Als am Abend des 9. Augusts die Menschen in vielen Regionen anfingen, auf die Straßen zu gehen, wurde uns erklärt, dass es in Pinsk einen Angriff auf die Polizeistation gegeben habe und sechs Beamte so schwer verletzt worden seien, dass sie ins Krankenhaus gebracht werden mussten.

Aufgrund dessen erwarteten wir von Seiten der Bevölkerung alles Mögliche. Wir dachten, wenn es schon in Pinsk so los ging, dann würde es in Baranowitschi noch viel schlimmer werden.

„Sogar die, die im Urlaub waren, wurden zum Dienst befohlen“ 

Am Abend des 9. Augusts, sollten alle von uns, die an diesem Tag Dienst hatten, auf der Dienststelle bleiben.
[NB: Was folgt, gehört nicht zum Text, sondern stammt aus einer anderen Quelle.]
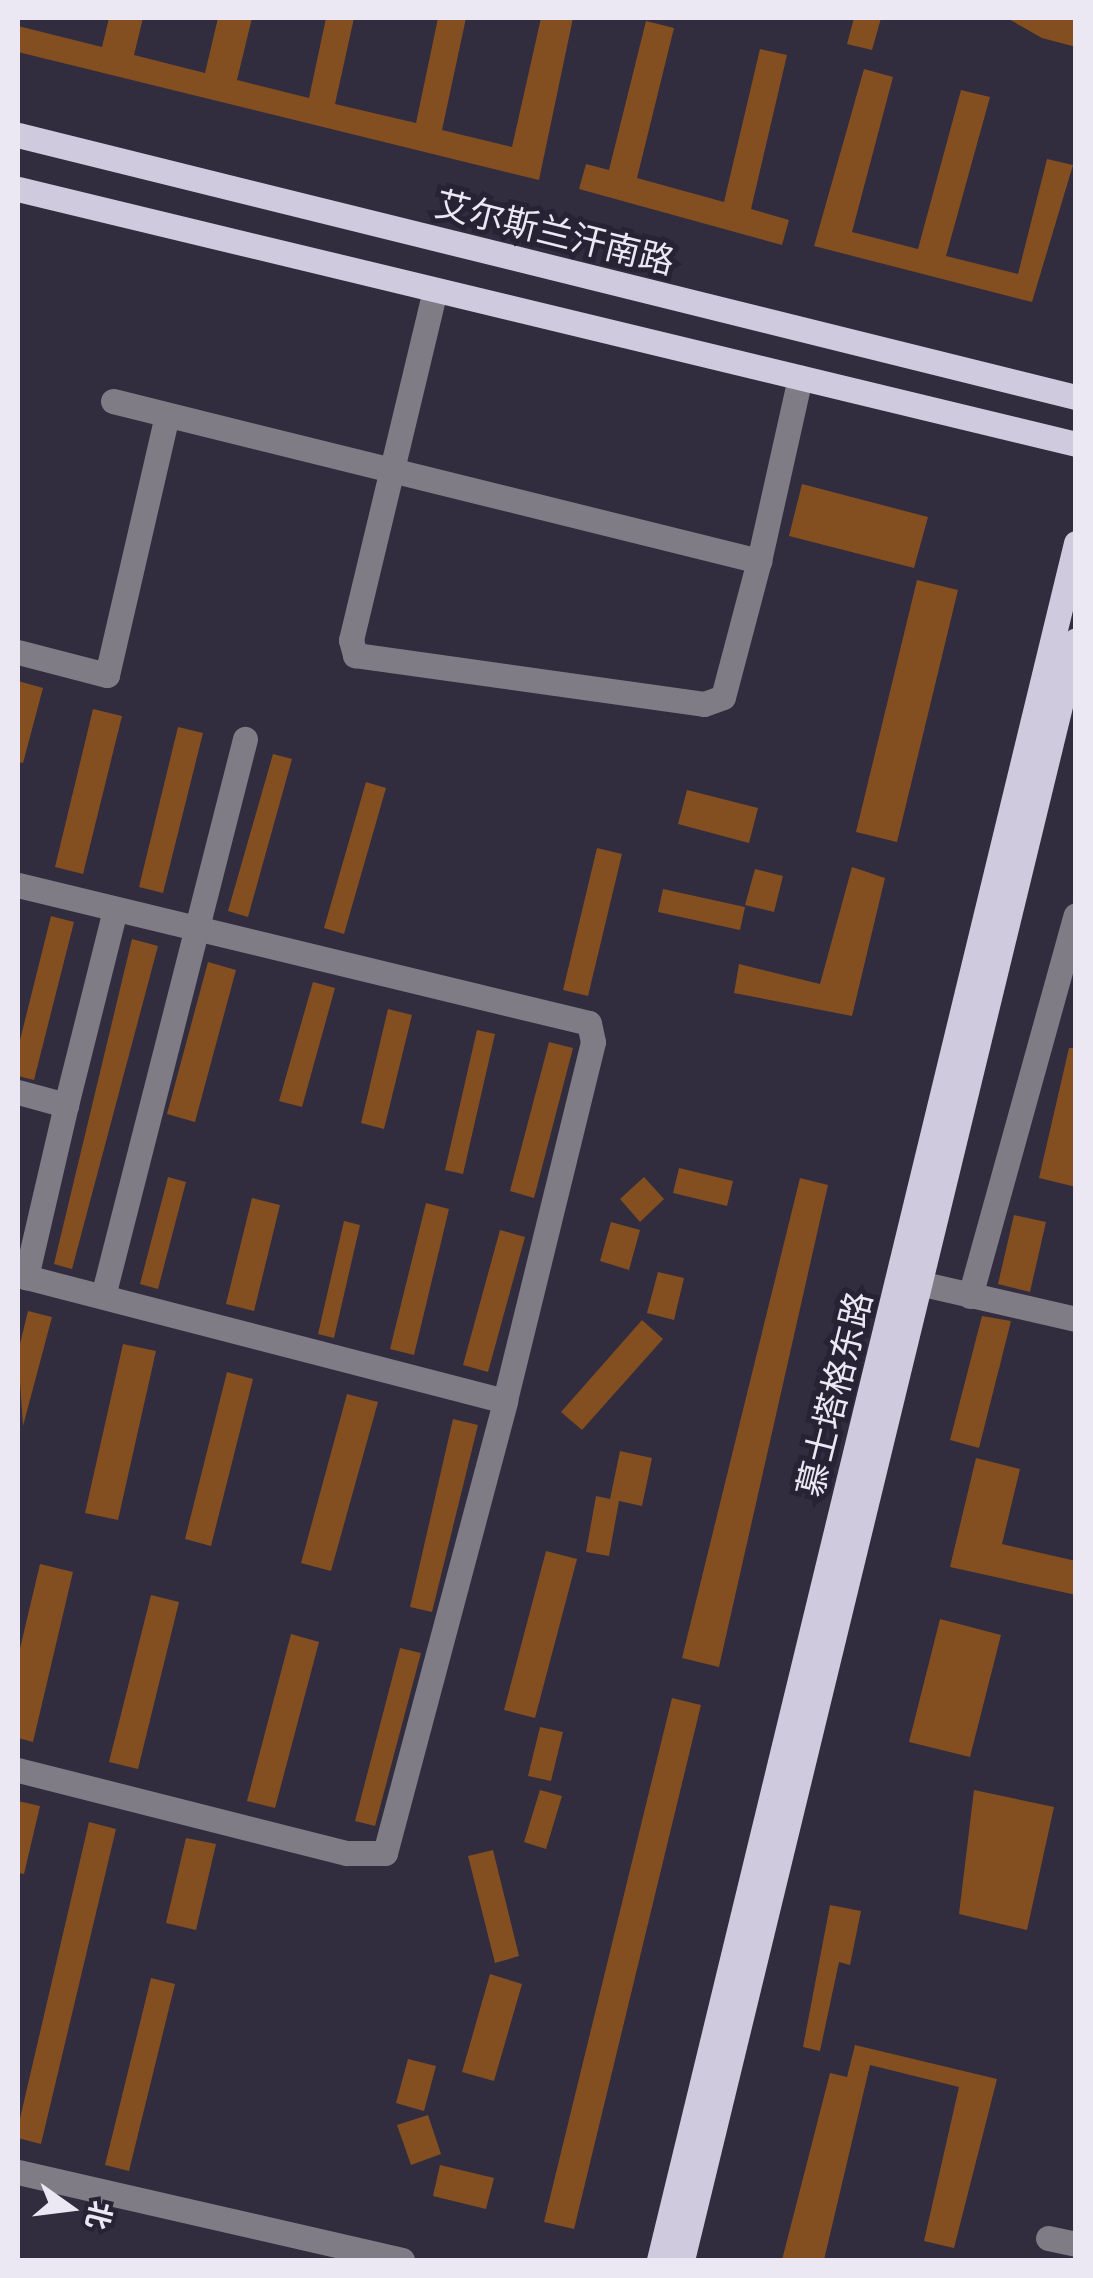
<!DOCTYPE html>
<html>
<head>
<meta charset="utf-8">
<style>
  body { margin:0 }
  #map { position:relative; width:1093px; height:2278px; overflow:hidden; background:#312c3e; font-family:"Asap Condensed","Noto Sans SC",sans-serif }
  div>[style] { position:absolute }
  .building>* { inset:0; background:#834f21 }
  .minor>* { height:25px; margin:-12.5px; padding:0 12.5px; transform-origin:12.5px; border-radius:12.5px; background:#7f7c86 }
  .major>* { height:25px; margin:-12.5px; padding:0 12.5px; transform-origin:12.5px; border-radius:12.5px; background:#cfcade }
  span { translate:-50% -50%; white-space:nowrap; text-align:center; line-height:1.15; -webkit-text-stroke:10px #272234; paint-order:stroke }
  .street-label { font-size:35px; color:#ebe8f4 }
  .frame { position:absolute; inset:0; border:20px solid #ebe8f4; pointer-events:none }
  .north { position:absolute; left:20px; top:2158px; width:100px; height:100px; -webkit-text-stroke:8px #272234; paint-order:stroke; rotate:104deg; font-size:28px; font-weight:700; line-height:40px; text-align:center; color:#ebe8f4 }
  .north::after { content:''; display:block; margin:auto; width:35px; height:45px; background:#ebe8f4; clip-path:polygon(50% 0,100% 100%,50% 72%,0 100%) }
</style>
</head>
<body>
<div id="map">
  <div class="building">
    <div style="clip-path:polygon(109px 18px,143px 18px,134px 55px,205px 73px,218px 18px,252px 18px,237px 80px,309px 98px,326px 18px,354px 18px,335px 104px,416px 123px,438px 18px,466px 18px,442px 130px,512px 147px,541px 18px,573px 18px,539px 180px,18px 52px,18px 26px,102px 47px)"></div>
    <div style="clip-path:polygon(854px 18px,881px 18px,872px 50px,847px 44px)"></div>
    <div style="clip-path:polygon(1007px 18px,1076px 18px,1076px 47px,1042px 38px)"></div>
    <div style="clip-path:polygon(646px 21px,674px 28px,637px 178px,724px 202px,760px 49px,787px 55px,751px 209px,789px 220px,782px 245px,579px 189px,586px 164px,609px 170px)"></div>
    <div style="clip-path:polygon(864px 69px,893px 77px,852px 232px,918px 249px,961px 90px,990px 97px,946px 256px,1018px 274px,1047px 159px,1073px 165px,1032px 302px,814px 246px)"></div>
    <div style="clip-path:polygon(802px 484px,928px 517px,914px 568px,789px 536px)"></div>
    <div style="clip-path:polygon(917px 580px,958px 590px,897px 842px,856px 832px)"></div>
    <div style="clip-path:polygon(18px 681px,43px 688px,23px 763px,18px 762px)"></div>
    <div style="clip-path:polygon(93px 709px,122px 716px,83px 874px,55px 867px)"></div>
    <div style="clip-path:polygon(178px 727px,203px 733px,163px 893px,139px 887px)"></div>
    <div style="clip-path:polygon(273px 754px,292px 759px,248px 917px,228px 911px)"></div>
    <div style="clip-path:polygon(366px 782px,386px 788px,344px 934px,324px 928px)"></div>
    <div style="clip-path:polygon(687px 790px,758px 808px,749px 843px,678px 824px)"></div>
    <div style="clip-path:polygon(597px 848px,622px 854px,588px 996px,563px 990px)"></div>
    <div style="clip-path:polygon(852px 867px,885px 878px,852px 1016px,734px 993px,739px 964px,820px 984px)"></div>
    <div style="clip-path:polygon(755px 869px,783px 876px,774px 912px,745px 905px)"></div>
    <div style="clip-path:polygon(663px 889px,745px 907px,740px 930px,658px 912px)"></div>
    <div style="clip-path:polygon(51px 916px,74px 922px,34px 1080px,18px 1076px,18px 1048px)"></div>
    <div style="clip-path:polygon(132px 939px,158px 946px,72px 1269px,54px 1264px)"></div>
    <div style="clip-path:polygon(208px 962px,236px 970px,195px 1122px,167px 1114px)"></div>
    <div style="clip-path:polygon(313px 982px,335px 988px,302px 1107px,279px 1101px)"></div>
    <div style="clip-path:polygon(388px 1009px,412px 1015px,384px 1129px,361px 1123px)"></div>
    <div style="clip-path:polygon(477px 1030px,495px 1034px,463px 1174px,445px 1170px)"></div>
    <div style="clip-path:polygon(549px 1042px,573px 1048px,534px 1198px,510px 1191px)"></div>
    <div style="clip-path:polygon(1069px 1048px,1076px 1048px,1076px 1187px,1039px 1178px)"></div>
    <div style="clip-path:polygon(679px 1168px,733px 1181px,727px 1206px,673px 1193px)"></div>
    <div style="clip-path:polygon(168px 1177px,186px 1182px,158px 1289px,140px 1284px)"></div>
    <div style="clip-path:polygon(644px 1177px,664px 1199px,640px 1222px,620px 1199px)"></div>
    <div style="clip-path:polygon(800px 1178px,828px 1185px,719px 1667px,682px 1658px)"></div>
    <div style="clip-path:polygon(252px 1198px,280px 1205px,254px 1311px,226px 1304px)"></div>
    <div style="clip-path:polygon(426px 1203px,449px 1209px,414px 1355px,390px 1349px)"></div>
    <div style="clip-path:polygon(1014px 1215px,1046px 1222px,1030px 1292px,998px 1284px)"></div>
    <div style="clip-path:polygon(344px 1221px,360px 1225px,334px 1338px,318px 1334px)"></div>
    <div style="clip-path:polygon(611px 1222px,640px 1230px,629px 1270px,600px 1261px)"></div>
    <div style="clip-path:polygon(500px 1230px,525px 1237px,488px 1372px,463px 1365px)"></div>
    <div style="clip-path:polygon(658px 1272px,684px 1278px,674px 1320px,647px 1313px)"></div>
    <div style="clip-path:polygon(28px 1311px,52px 1317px,23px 1426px,18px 1352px)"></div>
    <div style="clip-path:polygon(982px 1316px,1011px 1321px,979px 1448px,950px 1440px)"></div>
    <div style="clip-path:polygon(642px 1320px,663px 1339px,582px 1430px,561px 1412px)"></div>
    <div style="clip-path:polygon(123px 1344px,156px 1351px,118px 1520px,85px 1513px)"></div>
    <div style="clip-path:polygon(227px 1372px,253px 1379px,211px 1546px,185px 1539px)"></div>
    <div style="clip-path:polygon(347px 1394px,378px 1402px,331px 1571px,301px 1563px)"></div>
    <div style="clip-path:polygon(453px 1419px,478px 1425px,432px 1612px,410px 1607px)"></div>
    <div style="clip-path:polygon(620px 1451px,652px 1458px,642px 1506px,619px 1501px,609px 1556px,586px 1552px,596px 1496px,610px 1499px)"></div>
    <div style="clip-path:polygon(976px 1458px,1020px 1469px,1002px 1544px,1076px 1561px,1076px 1595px,950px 1567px)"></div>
    <div style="clip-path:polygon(546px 1551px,577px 1559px,535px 1718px,504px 1710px)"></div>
    <div style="clip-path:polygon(40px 1564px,73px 1572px,33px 1742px,18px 1738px,18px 1657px)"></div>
    <div style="clip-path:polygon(151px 1595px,179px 1602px,138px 1769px,109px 1762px)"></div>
    <div style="clip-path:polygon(940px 1619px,1001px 1635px,970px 1757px,909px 1742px)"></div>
    <div style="clip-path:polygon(291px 1634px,319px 1642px,275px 1808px,247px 1801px)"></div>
    <div style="clip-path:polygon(400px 1648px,421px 1653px,375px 1826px,355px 1821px)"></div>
    <div style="clip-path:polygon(672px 1698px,701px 1705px,574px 2229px,544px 2222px)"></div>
    <div style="clip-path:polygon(540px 1727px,563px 1732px,551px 1781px,528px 1776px)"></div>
    <div style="clip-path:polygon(540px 1790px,562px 1796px,546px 1849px,524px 1842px)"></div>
    <div style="clip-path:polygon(974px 1790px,1054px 1807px,1027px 1930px,959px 1914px)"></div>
    <div style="clip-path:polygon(18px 1801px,40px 1806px,24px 1874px,18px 1873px)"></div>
    <div style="clip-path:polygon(89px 1822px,116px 1829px,41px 2144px,18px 2138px,18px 2127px)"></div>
    <div style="clip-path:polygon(186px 1838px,216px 1844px,196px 1930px,166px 1923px)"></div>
    <div style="clip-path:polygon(493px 1850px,519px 1956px,495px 1963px,468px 1856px)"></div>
    <div style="clip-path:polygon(830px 1905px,861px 1911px,850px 1965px,839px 1962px,820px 2051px,803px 2047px)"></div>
    <div style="clip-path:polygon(490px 1974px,522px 1984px,494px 2081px,462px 2072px)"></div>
    <div style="clip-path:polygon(151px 1978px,175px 1984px,129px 2171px,105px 2165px)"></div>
    <div style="clip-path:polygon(855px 2045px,997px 2079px,954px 2248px,924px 2241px,959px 2087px,870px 2065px,824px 2260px,782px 2260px,830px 2073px,847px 2077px)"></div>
    <div style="clip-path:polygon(408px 2059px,436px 2066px,424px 2111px,396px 2103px)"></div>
    <div style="clip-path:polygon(428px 2115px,441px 2154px,411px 2165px,397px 2125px)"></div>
    <div style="clip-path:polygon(440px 2165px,494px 2178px,486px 2209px,433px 2196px)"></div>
  </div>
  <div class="minor">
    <div style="left:435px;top:290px;width:360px;rotate:103.5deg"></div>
    <div style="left:351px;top:640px;width:16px;rotate:75deg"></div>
    <div style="left:355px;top:655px;width:352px;rotate:8deg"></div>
    <div style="left:704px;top:704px;width:20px;rotate:-20deg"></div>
    <div style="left:723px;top:697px;width:141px;rotate:-75.2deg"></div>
    <div style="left:113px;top:401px;width:666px;rotate:13.91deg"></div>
    <div style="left:759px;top:561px;width:188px;rotate:-77.4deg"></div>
    <div style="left:18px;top:652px;width:92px;rotate:14.5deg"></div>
    <div style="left:107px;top:675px;width:267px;rotate:-77deg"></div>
    <div style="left:18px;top:885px;width:587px;rotate:13.59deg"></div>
    <div style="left:589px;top:1023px;width:19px;rotate:78deg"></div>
    <div style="left:593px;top:1042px;width:370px;rotate:103.8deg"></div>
    <div style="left:505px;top:1401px;width:503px;rotate:-165.49deg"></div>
    <div style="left:18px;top:1092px;width:50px;rotate:15.2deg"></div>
    <div style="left:66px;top:1105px;width:177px;rotate:103.1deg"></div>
    <div style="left:66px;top:1105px;width:201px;rotate:-75.9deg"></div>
    <div style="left:919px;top:1283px;width:161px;rotate:12.9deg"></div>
    <div style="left:103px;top:1296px;width:575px;rotate:-75.7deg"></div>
    <div style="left:970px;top:1296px;width:395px;rotate:-74.5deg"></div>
    <div style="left:18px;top:1770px;width:339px;rotate:14.2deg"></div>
    <div style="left:347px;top:1853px;width:38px"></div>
    <div style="left:385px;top:1853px;width:468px;rotate:-75.1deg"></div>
    <div style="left:18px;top:2172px;width:394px;rotate:12.9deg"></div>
    <div style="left:1048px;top:2238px;width:29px;rotate:12deg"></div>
  </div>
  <div class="major">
    <div style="left:18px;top:135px;width:1090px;rotate:13.91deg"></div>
    <div style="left:18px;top:189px;width:1088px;rotate:13.55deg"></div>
    <div style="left:659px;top:2260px;width:1767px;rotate:-76.35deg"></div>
    <div style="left:682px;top:2260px;width:1667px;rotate:-76.33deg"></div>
  </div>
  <div class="street-label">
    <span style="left:555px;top:232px;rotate:14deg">艾尔斯兰汗南路</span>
    <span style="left:834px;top:1394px;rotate:-76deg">慕士塔格东路</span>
  </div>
  <div class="frame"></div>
  <div class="north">北</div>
</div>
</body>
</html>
Sogar die Kollegen, die frei hatten bzw. im Urlaub waren, mussten erscheinen. Keiner durfte die Einrichtung verlassen. Wir saßen in der Aula und warteten auf Befehle von oben.

Nach einiger Zeit wurden wir zu Überwachung der öffentlichen Ordnung in die Stadt geschickt. Es gab eine Liste mit den denen, die dorthin befohlen wurden. Einige sollten auf die Straßen und Plätze, andere sollten als Reserve zurückbleiben, wieder andere sollten mit voller Ausrüstung auf der Wache ausharren und auf Unterstützung aus anderen Kreisstädten warten. Wir hatten nicht genügend Kräfte, um mit einer Menschenmenge fertig zu werden.

Die Arbeit der Reserve bestand darin, die Leute, die von draußen zu uns auf die Station gebracht wurden, über ihren Verstoß gegen die Gesetze zu belehren, sie zu verwarnen und sie anschließend gehen zu lassen. Das bedeutet, dass anfangs keine Rede davon war, Leute wegen Teilnahme an unerlaubten Massenveranstaltungen anzuzeigen.

„Wir dachten, wir würden einfach so da stehen, die Leute würden herumschreien und dann wieder nach Hause gehen“

Auf den Straßen selbst hatten wir unsere eigenen Kräfte. Außerdem waren da noch auswärtige Kollegen sowie Wehrpflichtige der Truppen des Inneren aus Baranowitschi, Iwazewitschi und Brest – Alle mit Schilden ausgerüstet.

Auf dem Platz stehend, haben wir stumm die Leute beobachtet. Uns Allen war ganz klar, dass in der Menschenmenge Personen waren, die uns bewusst zu körperlicher Gewalt provozieren wollten. Aber es gab ebenso friedliche Mitbürger, die gekommen waren, um ihre Meinung auszudrücken.

Niemand von den Kollegen auf der Straße dachte, dass es Verhaftungen geben würde. Wir glaubten, wir würden dort stehen, die Leute würden etwas skandieren – und dann wieder heim gehen. Aber als uns Pflastersteine entgegen flogen, begriffen wir, dass mit Leuten nicht zu sprechen war.

Ich persönlich wollte hinter niemandem her, um ihn zu verhaften. Keiner von denen in meiner Nähe wollte das. Denn Viele hatten dort Bekannte, Freunde oder Verwandte.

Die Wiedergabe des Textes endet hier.